··· Given data

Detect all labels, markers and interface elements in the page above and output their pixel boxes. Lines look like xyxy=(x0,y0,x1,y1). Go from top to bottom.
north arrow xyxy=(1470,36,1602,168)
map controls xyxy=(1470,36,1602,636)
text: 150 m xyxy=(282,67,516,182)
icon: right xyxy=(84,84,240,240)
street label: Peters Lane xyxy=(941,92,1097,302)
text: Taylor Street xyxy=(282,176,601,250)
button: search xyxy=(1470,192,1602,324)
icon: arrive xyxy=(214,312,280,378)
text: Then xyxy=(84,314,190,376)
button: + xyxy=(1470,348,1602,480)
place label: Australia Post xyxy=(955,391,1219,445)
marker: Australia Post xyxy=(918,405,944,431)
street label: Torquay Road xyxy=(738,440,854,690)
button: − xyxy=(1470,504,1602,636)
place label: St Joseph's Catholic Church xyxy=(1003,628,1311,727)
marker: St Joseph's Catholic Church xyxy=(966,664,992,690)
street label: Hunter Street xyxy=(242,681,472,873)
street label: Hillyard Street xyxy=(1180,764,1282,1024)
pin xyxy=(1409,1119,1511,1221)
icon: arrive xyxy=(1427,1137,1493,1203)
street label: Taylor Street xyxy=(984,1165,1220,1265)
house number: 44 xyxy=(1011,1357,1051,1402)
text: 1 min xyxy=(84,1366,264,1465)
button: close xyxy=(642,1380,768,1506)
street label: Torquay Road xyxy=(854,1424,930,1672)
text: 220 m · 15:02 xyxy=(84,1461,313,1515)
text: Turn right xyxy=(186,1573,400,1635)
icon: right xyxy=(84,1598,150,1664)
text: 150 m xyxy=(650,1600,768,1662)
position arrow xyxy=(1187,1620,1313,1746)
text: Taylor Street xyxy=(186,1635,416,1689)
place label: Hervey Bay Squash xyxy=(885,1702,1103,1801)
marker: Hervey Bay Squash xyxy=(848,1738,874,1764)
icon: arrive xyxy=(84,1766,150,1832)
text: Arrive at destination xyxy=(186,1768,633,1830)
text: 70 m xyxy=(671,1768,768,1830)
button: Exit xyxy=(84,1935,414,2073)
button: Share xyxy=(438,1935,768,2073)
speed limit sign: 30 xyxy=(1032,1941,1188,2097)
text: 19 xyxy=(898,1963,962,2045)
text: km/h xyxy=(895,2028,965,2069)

······

Assigned task: Precisely as given, transcribe all of the entries above.

Answer to this exercise:
Detect all labels, markers and interface elements in the page above and output their pixel boxes. Lines look like xyxy=(x0,y0,x1,y1). Go from top to bottom.
north arrow xyxy=(1470,36,1602,168)
map controls xyxy=(1470,36,1602,636)
text: 150 m xyxy=(282,67,516,182)
icon: right xyxy=(84,84,240,240)
street label: Peters Lane xyxy=(941,92,1097,302)
text: Taylor Street xyxy=(282,176,601,250)
button: search xyxy=(1470,192,1602,324)
icon: arrive xyxy=(214,312,280,378)
text: Then xyxy=(84,314,190,376)
button: + xyxy=(1470,348,1602,480)
place label: Australia Post xyxy=(955,391,1219,445)
marker: Australia Post xyxy=(918,405,944,431)
street label: Torquay Road xyxy=(738,440,854,690)
button: − xyxy=(1470,504,1602,636)
place label: St Joseph's Catholic Church xyxy=(1003,628,1311,727)
marker: St Joseph's Catholic Church xyxy=(966,664,992,690)
street label: Hunter Street xyxy=(242,681,472,873)
street label: Hillyard Street xyxy=(1180,764,1282,1024)
pin xyxy=(1409,1119,1511,1221)
icon: arrive xyxy=(1427,1137,1493,1203)
street label: Taylor Street xyxy=(984,1165,1220,1265)
house number: 44 xyxy=(1011,1357,1051,1402)
text: 1 min xyxy=(84,1366,264,1465)
button: close xyxy=(642,1380,768,1506)
street label: Torquay Road xyxy=(854,1424,930,1672)
text: 220 m · 15:02 xyxy=(84,1461,313,1515)
text: Turn right xyxy=(186,1573,400,1635)
icon: right xyxy=(84,1598,150,1664)
text: 150 m xyxy=(650,1600,768,1662)
position arrow xyxy=(1187,1620,1313,1746)
text: Taylor Street xyxy=(186,1635,416,1689)
place label: Hervey Bay Squash xyxy=(885,1702,1103,1801)
marker: Hervey Bay Squash xyxy=(848,1738,874,1764)
icon: arrive xyxy=(84,1766,150,1832)
text: Arrive at destination xyxy=(186,1768,633,1830)
text: 70 m xyxy=(671,1768,768,1830)
button: Exit xyxy=(84,1935,414,2073)
button: Share xyxy=(438,1935,768,2073)
speed limit sign: 30 xyxy=(1032,1941,1188,2097)
text: 19 xyxy=(898,1963,962,2045)
text: km/h xyxy=(895,2028,965,2069)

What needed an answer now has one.